### TASK TO CARRY OUT:
List each line of the data that holds the string "absolute", please.

### AVAILABLE DATA:

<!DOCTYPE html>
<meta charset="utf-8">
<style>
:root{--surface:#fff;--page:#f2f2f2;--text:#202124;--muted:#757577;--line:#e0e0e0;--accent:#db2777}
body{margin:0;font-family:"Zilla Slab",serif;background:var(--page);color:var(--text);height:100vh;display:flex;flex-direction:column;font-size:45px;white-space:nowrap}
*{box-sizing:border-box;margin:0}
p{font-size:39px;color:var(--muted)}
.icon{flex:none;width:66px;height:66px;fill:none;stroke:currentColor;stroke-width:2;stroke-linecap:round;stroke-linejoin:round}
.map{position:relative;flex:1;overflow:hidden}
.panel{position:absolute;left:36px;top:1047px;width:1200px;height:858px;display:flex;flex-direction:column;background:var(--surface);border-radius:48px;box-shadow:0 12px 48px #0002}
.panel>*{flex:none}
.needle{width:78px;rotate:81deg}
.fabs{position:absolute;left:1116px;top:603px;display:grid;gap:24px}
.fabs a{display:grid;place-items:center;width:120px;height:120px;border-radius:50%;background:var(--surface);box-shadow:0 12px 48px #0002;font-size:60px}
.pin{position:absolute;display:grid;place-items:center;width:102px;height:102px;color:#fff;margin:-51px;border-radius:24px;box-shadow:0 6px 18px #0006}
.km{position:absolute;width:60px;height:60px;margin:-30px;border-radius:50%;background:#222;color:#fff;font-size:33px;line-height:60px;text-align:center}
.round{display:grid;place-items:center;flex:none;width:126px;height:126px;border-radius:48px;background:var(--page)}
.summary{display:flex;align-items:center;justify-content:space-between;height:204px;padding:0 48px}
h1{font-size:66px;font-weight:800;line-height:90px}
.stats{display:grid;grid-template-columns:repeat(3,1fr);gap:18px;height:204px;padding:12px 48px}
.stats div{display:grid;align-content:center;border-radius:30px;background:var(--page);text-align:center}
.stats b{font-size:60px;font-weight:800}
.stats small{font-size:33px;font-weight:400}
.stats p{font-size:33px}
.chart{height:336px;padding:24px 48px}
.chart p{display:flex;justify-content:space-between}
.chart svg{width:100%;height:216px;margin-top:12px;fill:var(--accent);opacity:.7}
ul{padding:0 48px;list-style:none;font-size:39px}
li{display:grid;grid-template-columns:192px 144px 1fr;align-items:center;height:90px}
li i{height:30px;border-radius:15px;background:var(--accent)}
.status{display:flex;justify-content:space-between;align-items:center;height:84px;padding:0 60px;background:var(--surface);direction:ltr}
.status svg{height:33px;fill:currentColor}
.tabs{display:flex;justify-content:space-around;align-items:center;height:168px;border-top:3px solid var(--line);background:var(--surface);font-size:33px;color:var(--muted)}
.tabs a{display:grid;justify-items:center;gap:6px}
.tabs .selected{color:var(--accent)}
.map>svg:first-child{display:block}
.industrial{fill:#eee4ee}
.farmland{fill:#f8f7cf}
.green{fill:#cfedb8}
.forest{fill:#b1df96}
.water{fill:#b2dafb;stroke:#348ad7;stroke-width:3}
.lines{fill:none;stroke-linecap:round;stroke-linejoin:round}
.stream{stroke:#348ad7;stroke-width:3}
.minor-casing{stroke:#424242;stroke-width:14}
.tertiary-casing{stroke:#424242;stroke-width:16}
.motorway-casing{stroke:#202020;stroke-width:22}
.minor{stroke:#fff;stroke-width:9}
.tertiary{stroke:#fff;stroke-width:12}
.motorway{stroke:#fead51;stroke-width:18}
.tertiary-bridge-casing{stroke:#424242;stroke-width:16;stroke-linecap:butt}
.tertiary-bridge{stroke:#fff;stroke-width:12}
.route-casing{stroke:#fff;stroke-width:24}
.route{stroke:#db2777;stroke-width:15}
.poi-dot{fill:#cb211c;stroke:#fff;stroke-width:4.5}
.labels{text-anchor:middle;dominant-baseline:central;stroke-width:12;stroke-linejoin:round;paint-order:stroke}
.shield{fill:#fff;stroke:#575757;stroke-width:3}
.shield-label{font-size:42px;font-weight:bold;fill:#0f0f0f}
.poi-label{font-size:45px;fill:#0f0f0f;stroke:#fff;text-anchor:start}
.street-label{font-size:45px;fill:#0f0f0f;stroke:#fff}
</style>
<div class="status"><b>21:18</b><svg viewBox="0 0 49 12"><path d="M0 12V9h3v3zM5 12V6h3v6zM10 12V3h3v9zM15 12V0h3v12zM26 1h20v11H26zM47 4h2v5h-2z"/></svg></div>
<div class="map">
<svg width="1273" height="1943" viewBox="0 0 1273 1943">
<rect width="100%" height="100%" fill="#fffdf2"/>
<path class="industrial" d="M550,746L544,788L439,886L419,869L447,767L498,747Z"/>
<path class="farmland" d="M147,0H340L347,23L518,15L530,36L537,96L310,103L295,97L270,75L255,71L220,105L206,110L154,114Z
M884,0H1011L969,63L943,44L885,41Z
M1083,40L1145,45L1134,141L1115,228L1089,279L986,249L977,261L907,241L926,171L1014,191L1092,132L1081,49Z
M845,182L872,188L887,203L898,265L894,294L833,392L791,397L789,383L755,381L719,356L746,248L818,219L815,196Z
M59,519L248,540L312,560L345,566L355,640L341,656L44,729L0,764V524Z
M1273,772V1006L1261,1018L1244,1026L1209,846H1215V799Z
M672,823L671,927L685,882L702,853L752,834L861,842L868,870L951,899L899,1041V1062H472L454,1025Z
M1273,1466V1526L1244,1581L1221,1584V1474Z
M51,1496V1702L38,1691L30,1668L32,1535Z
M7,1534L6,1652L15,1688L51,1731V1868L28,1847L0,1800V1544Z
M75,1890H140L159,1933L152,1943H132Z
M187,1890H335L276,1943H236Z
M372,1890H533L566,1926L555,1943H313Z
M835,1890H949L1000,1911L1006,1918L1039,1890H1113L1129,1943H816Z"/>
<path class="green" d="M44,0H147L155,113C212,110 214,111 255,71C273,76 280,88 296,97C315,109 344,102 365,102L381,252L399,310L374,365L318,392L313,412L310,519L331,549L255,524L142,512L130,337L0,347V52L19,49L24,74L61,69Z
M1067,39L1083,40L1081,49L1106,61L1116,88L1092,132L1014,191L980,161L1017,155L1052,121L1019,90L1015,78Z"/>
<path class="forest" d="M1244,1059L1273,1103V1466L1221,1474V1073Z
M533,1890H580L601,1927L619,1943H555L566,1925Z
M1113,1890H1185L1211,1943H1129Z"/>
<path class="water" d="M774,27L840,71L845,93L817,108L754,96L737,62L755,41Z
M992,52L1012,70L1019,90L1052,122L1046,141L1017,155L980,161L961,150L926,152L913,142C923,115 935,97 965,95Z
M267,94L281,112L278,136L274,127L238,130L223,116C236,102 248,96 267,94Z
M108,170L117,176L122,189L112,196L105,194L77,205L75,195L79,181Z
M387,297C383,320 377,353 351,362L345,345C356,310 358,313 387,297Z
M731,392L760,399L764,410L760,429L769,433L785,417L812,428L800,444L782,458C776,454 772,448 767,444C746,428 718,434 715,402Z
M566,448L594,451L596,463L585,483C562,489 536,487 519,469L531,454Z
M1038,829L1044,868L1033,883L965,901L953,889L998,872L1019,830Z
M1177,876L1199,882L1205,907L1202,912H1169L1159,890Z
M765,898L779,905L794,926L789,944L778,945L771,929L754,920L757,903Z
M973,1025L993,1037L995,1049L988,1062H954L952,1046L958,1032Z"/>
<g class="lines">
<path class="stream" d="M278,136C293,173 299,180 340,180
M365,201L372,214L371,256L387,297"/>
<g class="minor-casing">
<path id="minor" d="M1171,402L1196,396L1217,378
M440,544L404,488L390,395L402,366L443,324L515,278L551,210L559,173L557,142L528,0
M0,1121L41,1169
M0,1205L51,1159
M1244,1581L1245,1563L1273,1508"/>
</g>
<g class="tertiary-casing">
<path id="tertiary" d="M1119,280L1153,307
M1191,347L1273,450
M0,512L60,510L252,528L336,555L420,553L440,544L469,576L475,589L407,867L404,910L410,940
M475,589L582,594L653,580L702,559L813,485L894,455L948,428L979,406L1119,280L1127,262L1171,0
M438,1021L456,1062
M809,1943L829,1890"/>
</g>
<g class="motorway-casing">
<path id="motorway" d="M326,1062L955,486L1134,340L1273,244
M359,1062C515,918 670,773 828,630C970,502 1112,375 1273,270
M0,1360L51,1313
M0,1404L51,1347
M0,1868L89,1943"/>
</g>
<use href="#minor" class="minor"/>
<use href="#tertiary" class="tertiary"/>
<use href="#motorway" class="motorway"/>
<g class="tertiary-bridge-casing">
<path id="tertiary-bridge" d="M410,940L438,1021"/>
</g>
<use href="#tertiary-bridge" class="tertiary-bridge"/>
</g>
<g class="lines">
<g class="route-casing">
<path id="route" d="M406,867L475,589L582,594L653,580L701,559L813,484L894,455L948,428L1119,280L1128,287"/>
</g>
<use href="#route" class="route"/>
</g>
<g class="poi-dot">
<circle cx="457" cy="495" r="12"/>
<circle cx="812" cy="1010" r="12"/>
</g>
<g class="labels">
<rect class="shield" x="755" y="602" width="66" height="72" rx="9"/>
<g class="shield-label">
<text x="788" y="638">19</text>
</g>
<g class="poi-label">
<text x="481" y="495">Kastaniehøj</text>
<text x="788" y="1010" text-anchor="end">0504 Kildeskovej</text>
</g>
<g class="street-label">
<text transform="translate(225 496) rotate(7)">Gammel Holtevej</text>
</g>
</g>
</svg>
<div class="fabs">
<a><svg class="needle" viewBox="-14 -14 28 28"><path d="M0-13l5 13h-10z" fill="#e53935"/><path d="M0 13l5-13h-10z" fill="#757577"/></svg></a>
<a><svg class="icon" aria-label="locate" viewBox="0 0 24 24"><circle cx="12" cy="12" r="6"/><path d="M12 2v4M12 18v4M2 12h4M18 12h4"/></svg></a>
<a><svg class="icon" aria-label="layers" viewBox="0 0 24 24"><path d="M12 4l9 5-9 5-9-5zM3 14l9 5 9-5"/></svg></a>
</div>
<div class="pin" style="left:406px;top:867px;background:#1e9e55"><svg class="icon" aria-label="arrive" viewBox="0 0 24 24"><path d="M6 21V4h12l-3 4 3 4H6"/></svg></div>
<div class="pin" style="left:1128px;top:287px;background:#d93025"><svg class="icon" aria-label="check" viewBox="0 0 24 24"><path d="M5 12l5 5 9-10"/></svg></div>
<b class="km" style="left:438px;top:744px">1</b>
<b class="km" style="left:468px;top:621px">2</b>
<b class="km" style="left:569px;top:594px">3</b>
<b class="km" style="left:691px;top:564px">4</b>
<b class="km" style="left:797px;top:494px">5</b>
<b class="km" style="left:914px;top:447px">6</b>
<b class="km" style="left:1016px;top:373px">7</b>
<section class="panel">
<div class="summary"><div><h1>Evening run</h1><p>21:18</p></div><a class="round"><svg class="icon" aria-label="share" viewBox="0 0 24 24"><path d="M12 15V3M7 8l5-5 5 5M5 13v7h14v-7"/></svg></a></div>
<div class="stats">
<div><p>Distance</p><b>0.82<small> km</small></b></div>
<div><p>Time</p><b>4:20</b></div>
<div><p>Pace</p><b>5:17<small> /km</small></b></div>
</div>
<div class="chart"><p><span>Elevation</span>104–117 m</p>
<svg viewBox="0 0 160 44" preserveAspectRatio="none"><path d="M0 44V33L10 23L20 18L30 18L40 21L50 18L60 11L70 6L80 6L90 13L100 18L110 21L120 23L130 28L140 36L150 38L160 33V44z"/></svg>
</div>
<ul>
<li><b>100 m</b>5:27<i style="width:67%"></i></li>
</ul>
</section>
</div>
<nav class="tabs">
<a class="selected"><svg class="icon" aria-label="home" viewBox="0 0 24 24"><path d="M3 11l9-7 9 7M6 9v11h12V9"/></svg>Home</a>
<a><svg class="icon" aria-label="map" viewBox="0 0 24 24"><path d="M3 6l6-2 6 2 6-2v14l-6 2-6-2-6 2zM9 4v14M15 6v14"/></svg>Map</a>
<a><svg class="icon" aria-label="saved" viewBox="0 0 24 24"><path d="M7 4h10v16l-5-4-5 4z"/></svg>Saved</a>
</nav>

### SOLVED EXERCISE:
.panel{position:absolute;left:36px;top:1047px;width:1200px;height:858px;display:flex;flex-direction:column;background:var(--surface);border-radius:48px;box-shadow:0 12px 48px #0002}
.fabs{position:absolute;left:1116px;top:603px;display:grid;gap:24px}
.pin{position:absolute;display:grid;place-items:center;width:102px;height:102px;color:#fff;margin:-51px;border-radius:24px;box-shadow:0 6px 18px #0006}
.km{position:absolute;width:60px;height:60px;margin:-30px;border-radius:50%;background:#222;color:#fff;font-size:33px;line-height:60px;text-align:center}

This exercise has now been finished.